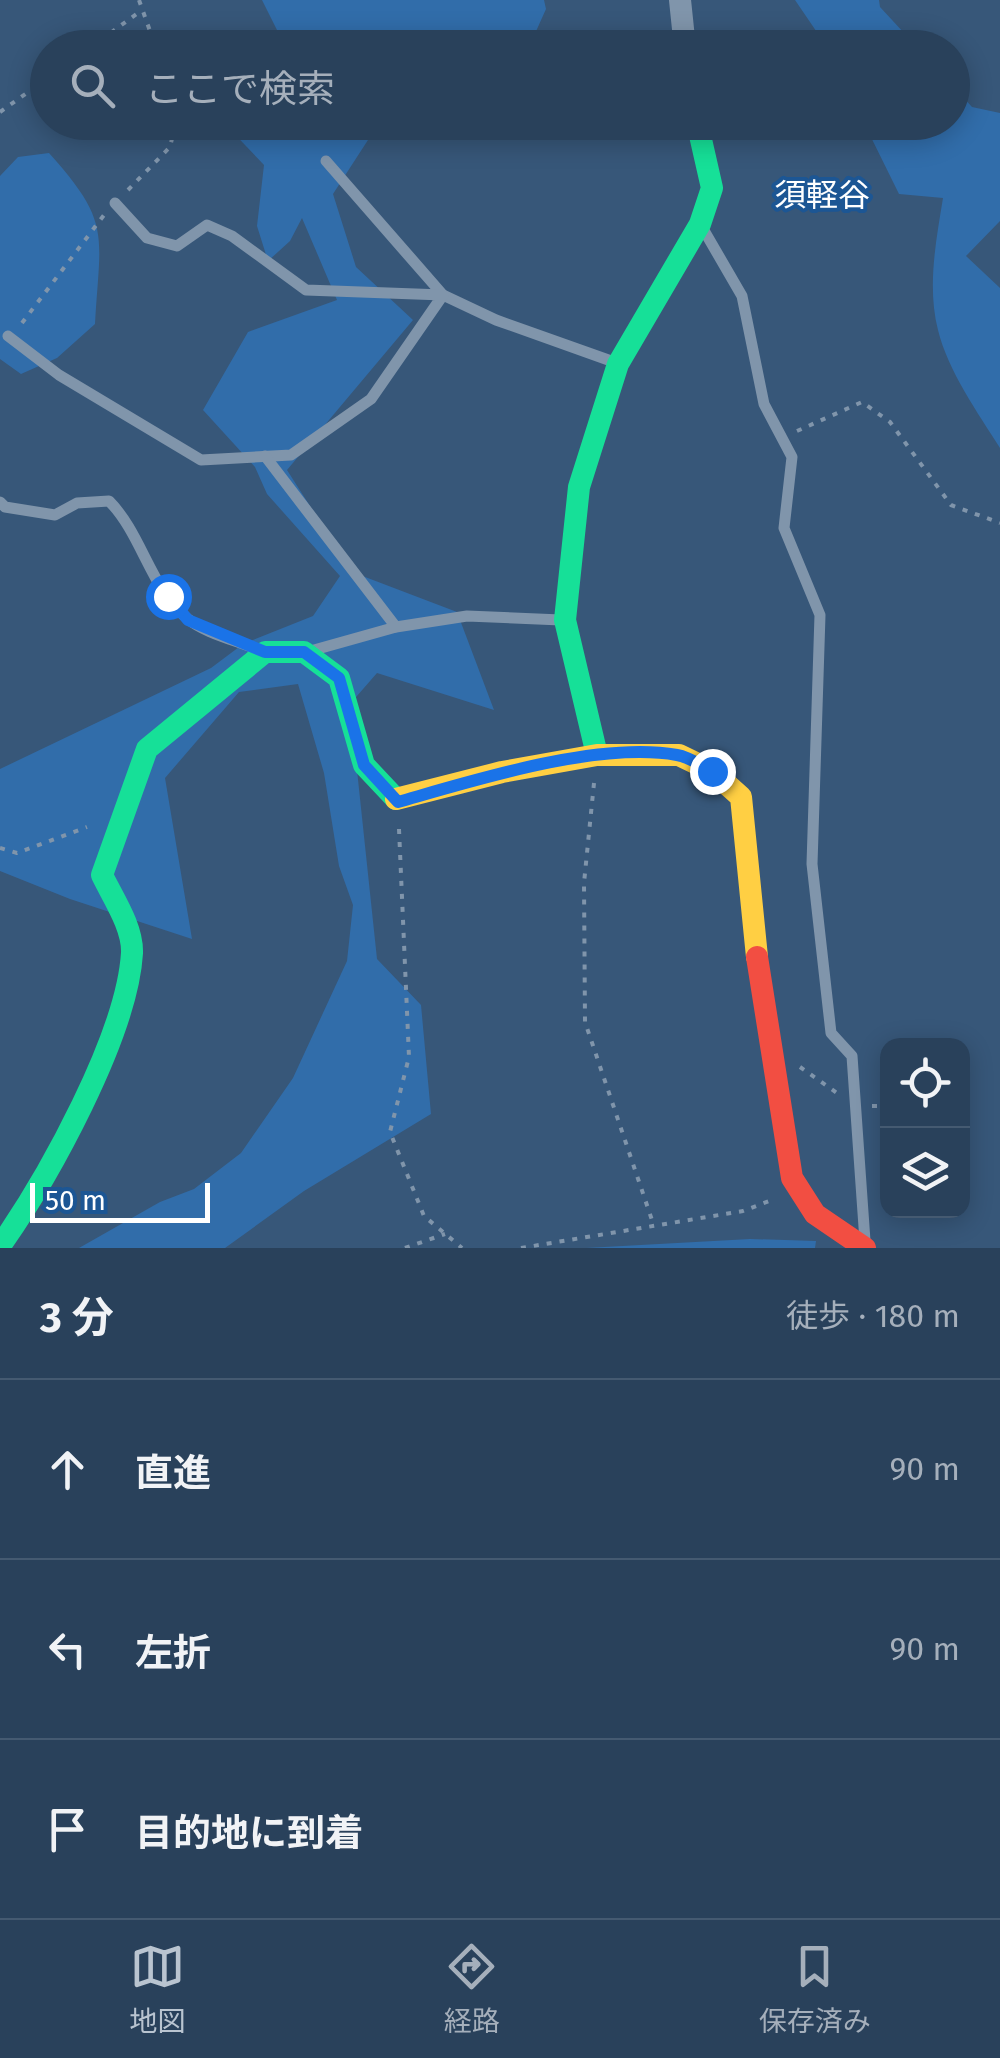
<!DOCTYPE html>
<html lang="ja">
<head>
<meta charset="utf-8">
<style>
	:root { --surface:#29415b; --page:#314861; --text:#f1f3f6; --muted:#a5afbb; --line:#455a71; --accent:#b9c4d0 }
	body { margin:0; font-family:"Fira Sans","Noto Sans JP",sans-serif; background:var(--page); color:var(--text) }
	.controls { position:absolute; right:30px; bottom:30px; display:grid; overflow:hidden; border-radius:20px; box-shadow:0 5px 25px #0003 }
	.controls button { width:90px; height:90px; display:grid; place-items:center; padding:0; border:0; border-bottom:2px solid var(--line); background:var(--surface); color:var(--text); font:50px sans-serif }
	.scale { position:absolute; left:30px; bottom:25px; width:180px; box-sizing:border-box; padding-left:10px; border:5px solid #fff; border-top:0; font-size:28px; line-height:35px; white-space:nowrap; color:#fff; -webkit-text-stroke:8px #1c5694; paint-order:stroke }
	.stop { position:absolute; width:30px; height:30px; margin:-22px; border:8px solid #1a73e8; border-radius:50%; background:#fff }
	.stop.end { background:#1a73e8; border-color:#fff; box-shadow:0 2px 10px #0008 }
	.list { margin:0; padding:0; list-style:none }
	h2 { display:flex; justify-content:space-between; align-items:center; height:130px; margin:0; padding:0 40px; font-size:42px }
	h2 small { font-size:32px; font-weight:400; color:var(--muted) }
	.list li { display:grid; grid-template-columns:65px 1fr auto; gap:30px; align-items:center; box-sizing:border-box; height:180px; padding:0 40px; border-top:2px solid var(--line) }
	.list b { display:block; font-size:38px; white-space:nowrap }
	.list em { font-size:32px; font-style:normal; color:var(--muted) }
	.icon { flex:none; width:55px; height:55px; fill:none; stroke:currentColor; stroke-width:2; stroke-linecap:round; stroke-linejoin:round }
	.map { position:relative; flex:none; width:1000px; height:1248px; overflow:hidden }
	.search { position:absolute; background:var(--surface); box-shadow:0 5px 25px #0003; left:30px; right:30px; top:30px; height:110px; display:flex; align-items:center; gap:25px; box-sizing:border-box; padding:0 35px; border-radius:55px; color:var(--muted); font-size:38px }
	.sheet { height:670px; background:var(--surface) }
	nav { display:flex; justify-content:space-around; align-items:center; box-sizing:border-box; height:140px; border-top:2px solid var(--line); background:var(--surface); font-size:28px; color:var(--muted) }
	nav a { display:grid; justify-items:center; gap:5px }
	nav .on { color:var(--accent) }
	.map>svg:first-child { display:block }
</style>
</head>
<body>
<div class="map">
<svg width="1000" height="1248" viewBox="0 0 1000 1248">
	<rect width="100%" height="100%" fill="#375779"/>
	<g fill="#316daa">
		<path d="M262,0H544L546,9L529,47L271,48L279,34Z"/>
		<path d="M795,0H879L880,7L917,47H827Z"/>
		<path d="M953,86L972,107L1000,113V221L966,256L1000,288V448C978,413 948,371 938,330C927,287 936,241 943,198L899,194L864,123L952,122Z"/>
		<path d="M224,123H379L333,194L356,267L413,320L287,470L352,572L457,612L494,710L377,673L350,704L377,959L421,1005L431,1114L304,1191L225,1248H79L160,1202L194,1189L241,1153L293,1078L347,961L353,905L339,866L324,773L298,684L239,692L165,778L192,939L70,899L0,871V769L211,668L243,644L313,616L340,576L267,494L255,467L203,410L248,332L337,300L302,218L290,241L268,261L257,226L264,165Z"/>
		<path d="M49,153C112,223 100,234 95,324L57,358L21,374L0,359V176L18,157Z"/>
		<path d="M750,1239L816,1241L815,1248H586Z"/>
	</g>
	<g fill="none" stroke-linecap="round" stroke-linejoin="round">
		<g stroke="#8095ab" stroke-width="4" stroke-dasharray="5 8" stroke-linecap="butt">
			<path d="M139,0L156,48"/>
			<path d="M90,48L142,10"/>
			<path d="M0,112L48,78"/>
			<path d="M128,190L170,147L176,122"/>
			<path d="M22,323L104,215"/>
			<path d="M797,431L862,402L890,422L951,505L1000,523"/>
			<path d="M594,783L584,883L585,1022L654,1226"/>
			<path d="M399,829L409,1057L390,1132L424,1216L462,1248"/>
			<path d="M0,848L17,853L87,827"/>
			<path d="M800,1067L837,1093"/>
			<path d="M872,1106H888"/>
			<path d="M405,1248L445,1234"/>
			<path d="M521,1248L743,1211L772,1200"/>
		</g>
		<g stroke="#8095ab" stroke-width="11">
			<path d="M326,161L443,295L496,320L614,362"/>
			<path d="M702,227L742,296L764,404L792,457L784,528L820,615L812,864L831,1033L852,1056L865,1241"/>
			<path d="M8,336L59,375L201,460L291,455L371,399L443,295L306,290L232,236L207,225L177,246L147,238L115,203"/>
			<path d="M265,456L396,627"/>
			<path d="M0,502L5,507L55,515L77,503L109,501C142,534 151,590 188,619C206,634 239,641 261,651"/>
			<path d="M314,650L396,627L467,616L561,620"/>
		</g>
		<path stroke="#8095ab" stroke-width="22" d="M680,0L685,48"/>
		<g stroke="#16e098" stroke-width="22">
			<path d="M597,755L565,620L579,487L618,364L700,224L712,188L697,122"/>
			<path d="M0,1246C48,1178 127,1036 132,953C133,927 113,898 102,875L147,749L265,652H304L339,678L364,765L396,799"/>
		</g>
		<path stroke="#ffcf43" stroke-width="22" d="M396,799L502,772L597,755H679L712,771L741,797L757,957"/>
		<path stroke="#f24e42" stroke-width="22" d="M757,957L792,1178L815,1214L865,1248"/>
	</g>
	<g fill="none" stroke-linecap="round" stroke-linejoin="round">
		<path stroke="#1a73e8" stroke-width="12" d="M168,596L188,620L265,652H304L339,678L364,765L398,802C475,780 598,741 677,755C689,757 702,766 712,771"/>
	</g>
	<g text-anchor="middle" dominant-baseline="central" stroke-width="8" stroke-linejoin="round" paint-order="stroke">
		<g font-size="32" fill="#fff" stroke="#1c5694">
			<text x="822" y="195">須軽谷</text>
		</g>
	</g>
</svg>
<div class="controls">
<button><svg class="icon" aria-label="locate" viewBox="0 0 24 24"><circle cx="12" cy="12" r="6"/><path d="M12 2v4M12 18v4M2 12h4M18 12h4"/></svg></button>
<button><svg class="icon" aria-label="layers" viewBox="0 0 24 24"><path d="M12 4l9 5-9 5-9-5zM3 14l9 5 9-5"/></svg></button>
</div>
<div class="scale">50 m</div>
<div class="stop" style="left:168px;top:596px"></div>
<div class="stop end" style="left:712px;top:771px"></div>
<div class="search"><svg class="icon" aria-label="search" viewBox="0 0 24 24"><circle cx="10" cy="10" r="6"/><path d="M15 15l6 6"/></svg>ここで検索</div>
</div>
<section class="sheet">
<h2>3 分<small>徒歩 · 180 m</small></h2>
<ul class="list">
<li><svg class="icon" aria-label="ahead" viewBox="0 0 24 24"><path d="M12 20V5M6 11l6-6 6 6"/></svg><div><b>直進</b></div><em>90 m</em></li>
<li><svg class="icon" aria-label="left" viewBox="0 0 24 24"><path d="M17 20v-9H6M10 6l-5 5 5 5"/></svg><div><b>左折</b></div><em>90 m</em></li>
<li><svg class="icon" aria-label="arrive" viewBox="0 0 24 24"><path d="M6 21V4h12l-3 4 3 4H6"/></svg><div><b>目的地に到着</b></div></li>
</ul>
</section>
<nav>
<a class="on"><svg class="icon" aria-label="map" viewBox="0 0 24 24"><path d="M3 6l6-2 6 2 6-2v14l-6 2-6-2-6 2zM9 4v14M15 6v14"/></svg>地図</a>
<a><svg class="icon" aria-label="directions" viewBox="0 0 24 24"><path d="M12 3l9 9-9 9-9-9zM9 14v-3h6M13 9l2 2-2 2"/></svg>経路</a>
<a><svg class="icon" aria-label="saved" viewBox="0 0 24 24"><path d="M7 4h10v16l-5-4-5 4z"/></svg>保存済み</a>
</nav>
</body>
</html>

○ ○ ○

• WORK ORDER:
Write down exactly the span of lines above from the one containing "margin:0; padding:0; list-style:none" to the one containing "font-size:32px; font-style:normal; color:var(--muted)", both ends included.

• RESPONSE:
	.list { margin:0; padding:0; list-style:none }
	h2 { display:flex; justify-content:space-between; align-items:center; height:130px; margin:0; padding:0 40px; font-size:42px }
	h2 small { font-size:32px; font-weight:400; color:var(--muted) }
	.list li { display:grid; grid-template-columns:65px 1fr auto; gap:30px; align-items:center; box-sizing:border-box; height:180px; padding:0 40px; border-top:2px solid var(--line) }
	.list b { display:block; font-size:38px; white-space:nowrap }
	.list em { font-size:32px; font-style:normal; color:var(--muted) }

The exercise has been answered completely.